Editorial | In light of new anti-LGBTQ laws, skip your summer vacation to Florida

Florida House Bill 1521 will go into effect beginning July 1 of this year, banning anyone from using a bathroom that does not match their biological sex at birth. Anyone found guilty of entering the bathroom of the “opposite sex” in Florida may receive trespassing charges for up to a year in prison.

The bill defines the sexes as males — “a person belonging, at birth, to the biological sex which has the specific reproductive role of producing sperm” — and females — “a person belonging, at birth, to the biological sex which has the specific reproductive role of producing eggs.” It also outlines that sex is determined by sex chromosomes, sex hormones, and external genitalia.

This means that someone could only prove their biological sex by submitting DNA testing or proof of their own genitalia — an egregious breach of privacy. 

The Florida house bill is not the first of its kind — Ron DeSantis has recently signed many new bills intended to target queer people. From banning access to gender-affirming healthcare to prohibiting education on gender and sexual orientation until high school, Florida continues to chip away at what little safety queer people had in the state.

Tampa Pride on the River, an annual gay Pride celebration in Tampa Bay, canceled their celebration after DeSantis signed Florida Senate Bill 1438. This effectively banned organizations from admitting minors to drag shows — which the bill misleadingly refers to as “adult live performances.” Because Tampa Pride features drag queens in public, the organizers preemptively canceled the event because it could constitute a violation of the new law.

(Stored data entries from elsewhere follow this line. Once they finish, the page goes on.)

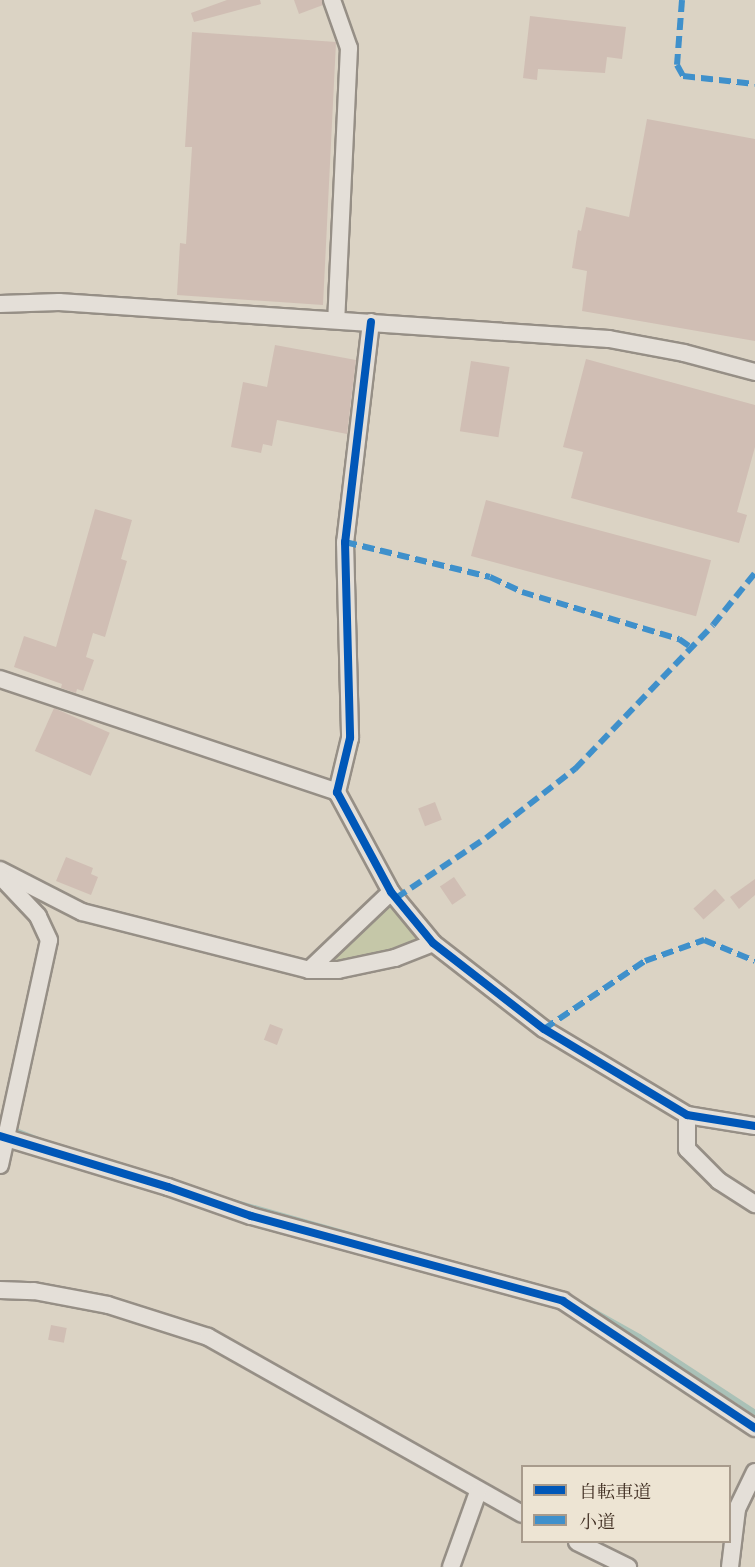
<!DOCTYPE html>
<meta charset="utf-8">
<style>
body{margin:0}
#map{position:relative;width:755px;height:1567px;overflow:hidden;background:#dbd3c4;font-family:"EB Garamond","Noto Serif JP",serif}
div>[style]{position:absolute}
.green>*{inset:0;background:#c5c7a8}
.stream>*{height:4.5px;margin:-2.25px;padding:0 2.25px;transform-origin:2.25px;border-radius:2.25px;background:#aac1b7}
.building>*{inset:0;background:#d0beb4;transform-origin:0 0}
.roads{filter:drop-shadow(2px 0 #968f86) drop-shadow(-2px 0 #968f86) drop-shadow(0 2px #968f86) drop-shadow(0 -2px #968f86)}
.minor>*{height:16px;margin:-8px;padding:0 8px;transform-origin:8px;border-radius:8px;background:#e4dfd8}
.quiet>*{height:6px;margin-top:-3px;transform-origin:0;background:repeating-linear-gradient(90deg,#3f90cb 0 12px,transparent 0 18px)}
.cycleway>*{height:8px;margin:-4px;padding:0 4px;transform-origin:4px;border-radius:4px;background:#0057b8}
span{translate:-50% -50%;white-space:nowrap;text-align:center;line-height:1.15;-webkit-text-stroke:4.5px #ede4d3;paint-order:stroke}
.legend{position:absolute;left:521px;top:1465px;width:210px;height:78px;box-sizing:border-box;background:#ede4d3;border:2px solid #a89b8c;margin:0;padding:8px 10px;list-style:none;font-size:18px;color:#402e22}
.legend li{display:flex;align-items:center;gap:12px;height:30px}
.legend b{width:30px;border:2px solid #a89b8c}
</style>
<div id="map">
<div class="green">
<div style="clip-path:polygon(392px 899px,422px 937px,411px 946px,324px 965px)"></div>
</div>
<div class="stream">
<div style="left:16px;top:1130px;width:27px;rotate:22deg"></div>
<div style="left:229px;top:1200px;width:148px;rotate:15.7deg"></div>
<div style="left:457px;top:1264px;width:66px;rotate:14.9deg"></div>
<div style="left:564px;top:1294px;width:86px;rotate:29.2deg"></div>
<div style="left:639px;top:1336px;width:139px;rotate:33.2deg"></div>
</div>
<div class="building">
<div style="clip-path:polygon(227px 0,260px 0,261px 4px,194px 22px,191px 13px)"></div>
<div style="clip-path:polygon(294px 0,322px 0,323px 5px,299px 14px)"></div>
<div style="clip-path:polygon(530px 16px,626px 27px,622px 59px,607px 57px,605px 73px,538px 69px,537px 80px,523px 78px)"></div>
<div style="clip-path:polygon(192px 32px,336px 42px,323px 305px,177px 295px,180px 243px,186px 244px,192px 147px,185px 147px)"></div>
<div style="clip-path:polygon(647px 119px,755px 139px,755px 341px,582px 311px,587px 271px,572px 268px,578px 230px,581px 231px,586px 207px,629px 217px)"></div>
<div style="clip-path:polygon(275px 345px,356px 360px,347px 434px,277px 420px,272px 446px,263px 444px,261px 453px,231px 447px,243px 382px,267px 387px)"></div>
<div style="clip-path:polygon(586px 359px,755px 405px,755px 447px,737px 512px,747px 515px,739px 543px,571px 498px,583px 452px,563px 447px)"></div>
<div style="left:471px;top:361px;width:39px;height:71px;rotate:9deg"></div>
<div style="left:486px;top:500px;width:233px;height:58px;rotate:15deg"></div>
<div style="clip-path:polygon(95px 509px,132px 520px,121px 559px,127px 561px,105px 637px,93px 633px,86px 657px,94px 660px,83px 691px,77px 689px,76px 693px,61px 688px,62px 684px,14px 667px,24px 636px,56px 647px)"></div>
<div style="left:54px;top:708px;width:61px;height:47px;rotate:24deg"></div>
<div style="left:435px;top:802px;width:19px;height:18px;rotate:69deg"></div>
<div style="clip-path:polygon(66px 857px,93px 868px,91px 874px,98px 877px,91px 895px,56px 881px)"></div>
<div style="left:454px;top:877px;width:22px;height:17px;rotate:56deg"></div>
<div style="clip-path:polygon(755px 879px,755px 895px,739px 909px,730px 897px)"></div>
<div style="left:715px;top:889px;width:15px;height:29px;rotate:48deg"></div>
<div style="left:270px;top:1024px;width:14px;height:17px;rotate:21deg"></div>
<div style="left:51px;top:1325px;width:16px;height:15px;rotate:11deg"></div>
</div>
<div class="roads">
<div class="minor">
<div style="left:332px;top:0;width:51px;rotate:70.5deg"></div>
<div style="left:349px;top:48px;width:272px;rotate:92.7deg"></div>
<div style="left:0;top:304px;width:59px;rotate:-1.9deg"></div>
<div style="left:59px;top:302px;width:551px;rotate:3.85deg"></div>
<div style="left:609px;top:339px;width:76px;rotate:10.6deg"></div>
<div style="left:684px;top:353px;width:73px;rotate:15deg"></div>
<div style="left:371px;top:322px;width:222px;rotate:96.7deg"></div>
<div style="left:345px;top:542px;width:196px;rotate:88.5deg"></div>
<div style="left:350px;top:738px;width:56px;rotate:103.5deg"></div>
<div style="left:337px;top:792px;width:114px;rotate:61.6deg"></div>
<div style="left:391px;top:892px;width:66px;rotate:50.5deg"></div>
<div style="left:433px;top:943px;width:140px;rotate:37.8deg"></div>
<div style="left:544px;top:1029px;width:167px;rotate:31deg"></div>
<div style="left:687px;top:1115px;width:69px;rotate:9.2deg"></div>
<div style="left:0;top:679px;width:355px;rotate:18.5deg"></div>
<div style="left:0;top:870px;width:92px;rotate:27.1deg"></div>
<div style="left:82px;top:912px;width:234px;rotate:14.3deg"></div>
<div style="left:309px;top:970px;width:113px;rotate:-43.6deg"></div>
<div style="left:309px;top:970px;width:29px"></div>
<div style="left:338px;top:970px;width:58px;rotate:-11.9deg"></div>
<div style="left:395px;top:958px;width:41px;rotate:-21.5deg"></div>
<div style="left:687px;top:1115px;width:34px;rotate:90deg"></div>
<div style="left:687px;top:1149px;width:45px;rotate:45deg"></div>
<div style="left:719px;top:1181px;width:43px;rotate:32.6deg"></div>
<div style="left:0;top:1136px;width:176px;rotate:16.9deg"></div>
<div style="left:168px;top:1187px;width:88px;rotate:19.3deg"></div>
<div style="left:251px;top:1216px;width:323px;rotate:15.2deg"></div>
<div style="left:563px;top:1301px;width:230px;rotate:33.5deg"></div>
<div style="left:0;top:1165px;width:230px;rotate:-77.7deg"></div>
<div style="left:49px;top:940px;width:26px;rotate:-115deg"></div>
<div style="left:38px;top:916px;width:54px;rotate:-133.5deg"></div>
<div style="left:0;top:1290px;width:34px;rotate:2deg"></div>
<div style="left:34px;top:1291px;width:75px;rotate:10.7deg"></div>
<div style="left:108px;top:1305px;width:105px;rotate:17.7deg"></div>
<div style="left:208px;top:1337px;width:360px;rotate:29.4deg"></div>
<div style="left:577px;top:1542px;width:57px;rotate:26.1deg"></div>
<div style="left:451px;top:1567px;width:80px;rotate:-70.2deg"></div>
<div style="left:730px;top:1567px;width:58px;rotate:-83.1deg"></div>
<div style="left:737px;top:1509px;width:41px;rotate:-64.1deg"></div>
</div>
</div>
<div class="quiet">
<div style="left:682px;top:0;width:65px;rotate:94.4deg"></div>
<div style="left:677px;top:65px;width:13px;rotate:61deg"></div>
<div style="left:683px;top:76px;width:72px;rotate:6.3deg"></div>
<div style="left:345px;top:542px;width:149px;rotate:13.6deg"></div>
<div style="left:490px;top:577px;width:35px;rotate:25deg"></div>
<div style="left:522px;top:592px;width:164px;rotate:16.7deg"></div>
<div style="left:679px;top:639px;width:12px;rotate:35deg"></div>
<div style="left:396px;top:898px;width:108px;rotate:-33.7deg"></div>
<div style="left:486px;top:838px;width:113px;rotate:-37.8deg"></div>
<div style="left:575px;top:769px;width:199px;rotate:-46.2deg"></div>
<div style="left:713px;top:625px;width:67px;rotate:-51.1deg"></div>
<div style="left:544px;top:1029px;width:122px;rotate:-34deg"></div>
<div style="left:645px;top:961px;width:63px;rotate:-19.6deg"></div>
<div style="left:704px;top:940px;width:55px;rotate:22.4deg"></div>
</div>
<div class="cycleway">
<div style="left:371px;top:322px;width:222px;rotate:96.7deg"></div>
<div style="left:345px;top:542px;width:196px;rotate:88.5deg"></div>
<div style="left:350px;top:738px;width:56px;rotate:103.5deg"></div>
<div style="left:337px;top:792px;width:114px;rotate:61.6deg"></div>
<div style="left:391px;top:892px;width:66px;rotate:50.5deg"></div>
<div style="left:433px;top:943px;width:140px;rotate:37.8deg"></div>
<div style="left:544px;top:1029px;width:167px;rotate:31deg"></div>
<div style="left:687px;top:1115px;width:69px;rotate:9.2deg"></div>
<div style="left:0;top:1136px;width:176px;rotate:16.9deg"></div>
<div style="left:168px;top:1187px;width:88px;rotate:19.3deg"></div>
<div style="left:251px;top:1216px;width:323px;rotate:15.2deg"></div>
<div style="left:563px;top:1301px;width:230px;rotate:33.5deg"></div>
</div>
<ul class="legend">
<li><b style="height:8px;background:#0057b8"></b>自転車道</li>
<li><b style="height:8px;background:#3f90cb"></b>小道</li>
</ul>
</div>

In response to the onslaught of anti-LGBTQ laws, Equality Florida released a travel advisory warning for queer groups, recommending they avoid visiting the state for their own safety. The NAACP followed suit this month, releasing their own advisory for people of color and LGBTQ individuals to be aware of the state’s politics.

Florida is a very popular vacation spot for students, given its many beaches and famous amusement parks, but as the state shows more and more pushback against its queer residents, it may be best to find an alternative destination.

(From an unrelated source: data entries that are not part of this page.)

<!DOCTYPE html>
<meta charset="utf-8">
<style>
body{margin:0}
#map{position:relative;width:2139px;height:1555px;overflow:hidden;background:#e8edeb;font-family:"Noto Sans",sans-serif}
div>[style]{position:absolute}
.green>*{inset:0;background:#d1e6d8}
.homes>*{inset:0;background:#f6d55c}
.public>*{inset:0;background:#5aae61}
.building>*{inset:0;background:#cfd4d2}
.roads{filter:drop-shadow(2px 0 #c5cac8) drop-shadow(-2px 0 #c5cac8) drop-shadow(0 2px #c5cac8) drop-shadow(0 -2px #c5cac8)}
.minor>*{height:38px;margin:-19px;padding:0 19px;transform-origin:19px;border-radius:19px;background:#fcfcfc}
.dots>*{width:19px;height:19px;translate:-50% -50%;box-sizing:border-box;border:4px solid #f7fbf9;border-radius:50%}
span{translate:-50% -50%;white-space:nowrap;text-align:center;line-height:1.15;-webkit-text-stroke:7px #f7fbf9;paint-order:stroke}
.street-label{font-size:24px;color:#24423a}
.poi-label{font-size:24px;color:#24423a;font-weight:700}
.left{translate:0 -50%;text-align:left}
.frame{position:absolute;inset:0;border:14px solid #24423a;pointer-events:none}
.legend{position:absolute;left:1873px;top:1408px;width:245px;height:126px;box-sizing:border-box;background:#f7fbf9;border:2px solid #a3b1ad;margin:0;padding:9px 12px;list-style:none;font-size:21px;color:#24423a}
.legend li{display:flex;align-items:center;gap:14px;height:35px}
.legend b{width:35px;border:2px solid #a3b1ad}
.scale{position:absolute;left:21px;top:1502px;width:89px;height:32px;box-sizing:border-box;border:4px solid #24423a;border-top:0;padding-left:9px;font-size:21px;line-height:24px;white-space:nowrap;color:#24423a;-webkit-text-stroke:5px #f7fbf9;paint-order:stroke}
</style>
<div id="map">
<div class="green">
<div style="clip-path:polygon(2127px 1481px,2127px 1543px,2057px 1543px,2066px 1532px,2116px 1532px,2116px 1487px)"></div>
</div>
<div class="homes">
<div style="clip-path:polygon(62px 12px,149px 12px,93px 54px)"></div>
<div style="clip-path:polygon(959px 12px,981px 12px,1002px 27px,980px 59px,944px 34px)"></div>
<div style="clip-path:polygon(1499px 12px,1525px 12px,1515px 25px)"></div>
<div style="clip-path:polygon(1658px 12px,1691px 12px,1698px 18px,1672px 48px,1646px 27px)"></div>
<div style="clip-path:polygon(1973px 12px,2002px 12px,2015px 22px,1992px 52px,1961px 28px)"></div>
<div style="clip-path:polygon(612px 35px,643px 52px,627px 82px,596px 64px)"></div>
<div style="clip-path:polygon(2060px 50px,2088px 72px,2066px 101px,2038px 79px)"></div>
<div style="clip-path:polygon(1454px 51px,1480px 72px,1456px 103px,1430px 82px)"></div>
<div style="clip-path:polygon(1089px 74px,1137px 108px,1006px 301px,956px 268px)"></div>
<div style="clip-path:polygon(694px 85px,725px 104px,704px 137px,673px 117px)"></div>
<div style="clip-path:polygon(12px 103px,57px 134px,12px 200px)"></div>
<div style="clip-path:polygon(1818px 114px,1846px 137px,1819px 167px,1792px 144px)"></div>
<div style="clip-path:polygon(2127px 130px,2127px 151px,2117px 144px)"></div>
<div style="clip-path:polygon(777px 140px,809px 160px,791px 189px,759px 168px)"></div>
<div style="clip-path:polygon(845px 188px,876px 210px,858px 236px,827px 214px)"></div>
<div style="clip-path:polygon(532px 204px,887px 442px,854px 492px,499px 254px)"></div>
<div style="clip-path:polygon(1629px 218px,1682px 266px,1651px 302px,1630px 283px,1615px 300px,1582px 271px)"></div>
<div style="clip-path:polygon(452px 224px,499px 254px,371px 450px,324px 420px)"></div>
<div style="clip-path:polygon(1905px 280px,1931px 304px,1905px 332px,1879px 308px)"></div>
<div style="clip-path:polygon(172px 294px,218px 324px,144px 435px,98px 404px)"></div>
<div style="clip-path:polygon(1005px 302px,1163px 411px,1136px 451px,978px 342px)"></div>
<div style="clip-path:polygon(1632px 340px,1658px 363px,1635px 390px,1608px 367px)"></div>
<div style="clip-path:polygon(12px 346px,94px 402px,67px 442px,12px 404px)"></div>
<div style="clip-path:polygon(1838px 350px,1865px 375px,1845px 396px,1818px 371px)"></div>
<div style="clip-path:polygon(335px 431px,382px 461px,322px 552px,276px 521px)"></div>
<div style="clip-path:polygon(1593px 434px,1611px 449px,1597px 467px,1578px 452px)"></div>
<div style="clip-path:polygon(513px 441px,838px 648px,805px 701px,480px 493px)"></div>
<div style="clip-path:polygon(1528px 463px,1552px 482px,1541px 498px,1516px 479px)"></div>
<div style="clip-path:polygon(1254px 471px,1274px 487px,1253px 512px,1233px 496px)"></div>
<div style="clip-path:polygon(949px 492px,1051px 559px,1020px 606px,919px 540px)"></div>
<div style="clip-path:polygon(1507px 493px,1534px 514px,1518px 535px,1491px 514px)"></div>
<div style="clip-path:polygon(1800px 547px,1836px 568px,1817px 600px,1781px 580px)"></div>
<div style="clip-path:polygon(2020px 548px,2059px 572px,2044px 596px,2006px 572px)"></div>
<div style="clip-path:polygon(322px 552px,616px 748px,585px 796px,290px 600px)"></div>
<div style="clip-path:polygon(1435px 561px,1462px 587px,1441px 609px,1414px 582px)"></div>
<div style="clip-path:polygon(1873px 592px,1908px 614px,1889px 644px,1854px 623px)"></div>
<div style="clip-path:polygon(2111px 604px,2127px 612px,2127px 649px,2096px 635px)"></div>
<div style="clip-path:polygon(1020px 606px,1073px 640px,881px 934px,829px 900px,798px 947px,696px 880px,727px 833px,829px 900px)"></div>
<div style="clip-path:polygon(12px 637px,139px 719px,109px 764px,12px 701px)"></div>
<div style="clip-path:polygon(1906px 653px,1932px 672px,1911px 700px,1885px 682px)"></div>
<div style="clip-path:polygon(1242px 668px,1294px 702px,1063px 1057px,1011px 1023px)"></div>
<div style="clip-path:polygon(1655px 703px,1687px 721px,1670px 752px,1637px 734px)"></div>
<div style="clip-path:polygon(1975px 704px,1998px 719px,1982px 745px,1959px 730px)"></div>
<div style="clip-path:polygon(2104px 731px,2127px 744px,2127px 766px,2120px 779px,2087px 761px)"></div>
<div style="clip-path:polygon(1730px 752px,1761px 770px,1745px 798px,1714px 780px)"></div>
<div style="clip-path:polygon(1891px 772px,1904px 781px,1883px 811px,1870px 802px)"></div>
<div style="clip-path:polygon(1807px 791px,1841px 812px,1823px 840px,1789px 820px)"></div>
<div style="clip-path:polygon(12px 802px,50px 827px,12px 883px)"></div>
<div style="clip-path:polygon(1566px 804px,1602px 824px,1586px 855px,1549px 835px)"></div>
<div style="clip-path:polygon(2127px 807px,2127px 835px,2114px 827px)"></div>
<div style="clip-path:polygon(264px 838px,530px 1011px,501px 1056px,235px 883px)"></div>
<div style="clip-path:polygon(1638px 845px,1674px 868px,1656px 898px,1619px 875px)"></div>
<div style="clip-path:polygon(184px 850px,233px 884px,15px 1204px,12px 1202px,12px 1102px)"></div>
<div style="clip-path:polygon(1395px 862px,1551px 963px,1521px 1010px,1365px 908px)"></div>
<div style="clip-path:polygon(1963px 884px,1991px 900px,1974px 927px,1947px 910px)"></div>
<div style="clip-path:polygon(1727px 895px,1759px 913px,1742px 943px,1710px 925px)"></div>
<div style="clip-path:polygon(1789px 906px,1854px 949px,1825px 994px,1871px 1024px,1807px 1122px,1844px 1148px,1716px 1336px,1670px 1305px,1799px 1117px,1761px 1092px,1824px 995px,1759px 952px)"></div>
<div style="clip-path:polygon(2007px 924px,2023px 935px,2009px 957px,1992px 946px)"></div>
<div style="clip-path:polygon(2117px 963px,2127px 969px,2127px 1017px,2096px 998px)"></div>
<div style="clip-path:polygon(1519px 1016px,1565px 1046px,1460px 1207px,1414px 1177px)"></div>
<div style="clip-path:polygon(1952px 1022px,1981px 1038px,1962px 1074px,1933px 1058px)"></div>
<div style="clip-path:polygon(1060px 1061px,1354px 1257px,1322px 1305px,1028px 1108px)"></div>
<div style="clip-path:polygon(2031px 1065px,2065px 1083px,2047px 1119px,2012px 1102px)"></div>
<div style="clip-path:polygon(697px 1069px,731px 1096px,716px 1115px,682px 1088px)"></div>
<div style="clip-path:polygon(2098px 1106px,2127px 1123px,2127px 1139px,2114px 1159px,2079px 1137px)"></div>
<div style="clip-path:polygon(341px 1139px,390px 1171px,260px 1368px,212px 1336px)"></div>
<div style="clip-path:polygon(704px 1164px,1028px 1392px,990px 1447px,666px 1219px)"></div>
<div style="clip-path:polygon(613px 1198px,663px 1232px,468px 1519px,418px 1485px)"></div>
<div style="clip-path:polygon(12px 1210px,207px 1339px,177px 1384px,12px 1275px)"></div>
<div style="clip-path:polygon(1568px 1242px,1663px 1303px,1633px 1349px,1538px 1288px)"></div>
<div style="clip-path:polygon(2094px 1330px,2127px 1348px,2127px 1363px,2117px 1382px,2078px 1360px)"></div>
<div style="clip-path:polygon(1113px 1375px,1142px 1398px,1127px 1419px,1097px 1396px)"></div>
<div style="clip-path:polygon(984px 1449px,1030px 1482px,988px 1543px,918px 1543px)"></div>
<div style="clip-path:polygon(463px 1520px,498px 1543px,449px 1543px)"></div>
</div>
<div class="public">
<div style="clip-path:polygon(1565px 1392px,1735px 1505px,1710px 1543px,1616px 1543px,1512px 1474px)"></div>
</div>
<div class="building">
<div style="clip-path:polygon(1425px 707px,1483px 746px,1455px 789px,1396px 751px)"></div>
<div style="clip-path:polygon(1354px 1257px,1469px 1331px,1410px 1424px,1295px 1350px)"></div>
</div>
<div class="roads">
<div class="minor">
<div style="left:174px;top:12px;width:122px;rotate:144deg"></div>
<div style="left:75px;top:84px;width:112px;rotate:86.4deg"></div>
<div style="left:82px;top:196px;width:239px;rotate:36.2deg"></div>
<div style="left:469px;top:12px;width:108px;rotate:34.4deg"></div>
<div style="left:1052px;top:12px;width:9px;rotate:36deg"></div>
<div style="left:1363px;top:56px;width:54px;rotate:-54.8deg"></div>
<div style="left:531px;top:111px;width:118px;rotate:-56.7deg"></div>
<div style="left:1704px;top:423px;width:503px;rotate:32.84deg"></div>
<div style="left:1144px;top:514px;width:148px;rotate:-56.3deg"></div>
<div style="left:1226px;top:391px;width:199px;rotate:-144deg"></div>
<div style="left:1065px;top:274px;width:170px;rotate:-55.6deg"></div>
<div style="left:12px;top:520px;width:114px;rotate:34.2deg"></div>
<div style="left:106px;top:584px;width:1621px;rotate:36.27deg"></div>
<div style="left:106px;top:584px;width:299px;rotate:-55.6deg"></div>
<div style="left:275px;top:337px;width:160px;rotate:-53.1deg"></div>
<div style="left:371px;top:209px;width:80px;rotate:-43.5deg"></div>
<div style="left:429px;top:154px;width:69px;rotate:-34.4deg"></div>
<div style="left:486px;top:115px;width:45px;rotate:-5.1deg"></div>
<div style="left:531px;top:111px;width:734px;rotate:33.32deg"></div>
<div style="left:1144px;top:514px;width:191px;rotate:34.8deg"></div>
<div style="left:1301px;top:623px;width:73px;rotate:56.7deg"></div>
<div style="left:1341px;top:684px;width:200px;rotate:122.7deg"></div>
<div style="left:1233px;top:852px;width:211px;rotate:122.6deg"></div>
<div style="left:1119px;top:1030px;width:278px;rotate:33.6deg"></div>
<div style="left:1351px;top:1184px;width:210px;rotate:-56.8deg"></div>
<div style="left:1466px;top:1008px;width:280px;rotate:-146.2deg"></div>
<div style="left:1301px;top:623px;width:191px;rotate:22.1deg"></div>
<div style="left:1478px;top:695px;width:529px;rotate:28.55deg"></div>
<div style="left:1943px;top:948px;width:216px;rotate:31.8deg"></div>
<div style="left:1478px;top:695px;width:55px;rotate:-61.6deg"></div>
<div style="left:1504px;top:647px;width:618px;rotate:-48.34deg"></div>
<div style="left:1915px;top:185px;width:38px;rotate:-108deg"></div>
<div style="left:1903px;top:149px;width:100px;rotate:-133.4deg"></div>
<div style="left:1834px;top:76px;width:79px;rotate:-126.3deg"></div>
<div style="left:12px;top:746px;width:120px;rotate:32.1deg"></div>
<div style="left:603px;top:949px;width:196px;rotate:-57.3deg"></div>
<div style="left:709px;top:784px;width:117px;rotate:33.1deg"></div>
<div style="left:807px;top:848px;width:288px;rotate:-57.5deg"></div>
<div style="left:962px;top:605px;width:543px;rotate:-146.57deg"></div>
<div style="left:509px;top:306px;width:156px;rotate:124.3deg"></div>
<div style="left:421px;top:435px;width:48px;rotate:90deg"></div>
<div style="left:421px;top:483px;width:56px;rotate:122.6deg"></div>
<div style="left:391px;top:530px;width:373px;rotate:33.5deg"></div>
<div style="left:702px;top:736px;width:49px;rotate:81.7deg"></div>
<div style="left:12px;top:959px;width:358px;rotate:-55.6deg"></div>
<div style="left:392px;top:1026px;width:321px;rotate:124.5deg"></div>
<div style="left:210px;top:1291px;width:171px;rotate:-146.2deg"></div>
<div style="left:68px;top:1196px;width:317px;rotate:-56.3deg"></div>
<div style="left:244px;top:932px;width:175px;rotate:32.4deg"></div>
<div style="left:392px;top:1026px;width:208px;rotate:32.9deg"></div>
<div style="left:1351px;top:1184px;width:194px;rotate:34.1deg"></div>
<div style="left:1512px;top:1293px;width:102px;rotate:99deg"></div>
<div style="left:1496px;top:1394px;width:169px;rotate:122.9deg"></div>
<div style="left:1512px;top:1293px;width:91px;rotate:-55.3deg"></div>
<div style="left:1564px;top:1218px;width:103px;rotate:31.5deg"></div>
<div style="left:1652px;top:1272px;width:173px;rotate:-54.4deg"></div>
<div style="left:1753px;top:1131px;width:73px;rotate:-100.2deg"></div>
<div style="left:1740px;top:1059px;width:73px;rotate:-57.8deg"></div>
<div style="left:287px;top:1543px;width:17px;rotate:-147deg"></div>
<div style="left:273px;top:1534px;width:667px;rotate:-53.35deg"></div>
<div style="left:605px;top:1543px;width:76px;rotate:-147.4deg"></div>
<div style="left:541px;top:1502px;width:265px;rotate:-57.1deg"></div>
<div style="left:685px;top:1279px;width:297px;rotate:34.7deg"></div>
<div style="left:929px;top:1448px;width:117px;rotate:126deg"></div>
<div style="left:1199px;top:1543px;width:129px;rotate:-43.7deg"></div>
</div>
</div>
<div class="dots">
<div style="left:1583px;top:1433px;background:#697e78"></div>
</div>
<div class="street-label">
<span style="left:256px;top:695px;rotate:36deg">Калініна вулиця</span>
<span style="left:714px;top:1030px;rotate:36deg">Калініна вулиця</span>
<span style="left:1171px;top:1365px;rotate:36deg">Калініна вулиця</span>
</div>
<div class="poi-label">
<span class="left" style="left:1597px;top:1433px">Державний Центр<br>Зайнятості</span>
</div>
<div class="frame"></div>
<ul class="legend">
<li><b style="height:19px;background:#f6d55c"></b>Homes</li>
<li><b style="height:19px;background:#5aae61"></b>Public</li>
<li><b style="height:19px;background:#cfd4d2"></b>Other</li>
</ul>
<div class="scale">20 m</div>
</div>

Groups who are not at risk as a result of these new laws can still show solidarity against Florida’s political path by refusing to contribute to its tourism or public image. And we say “not at risk” lightly — while the new bathroom bill targets trans people, cis men and women may still have to prove their biological sex if questioned.

There are many other equally, if not more, exciting vacation destinations outside of Florida, many of which are in states that celebrate inclusivity rather than fostering hatred.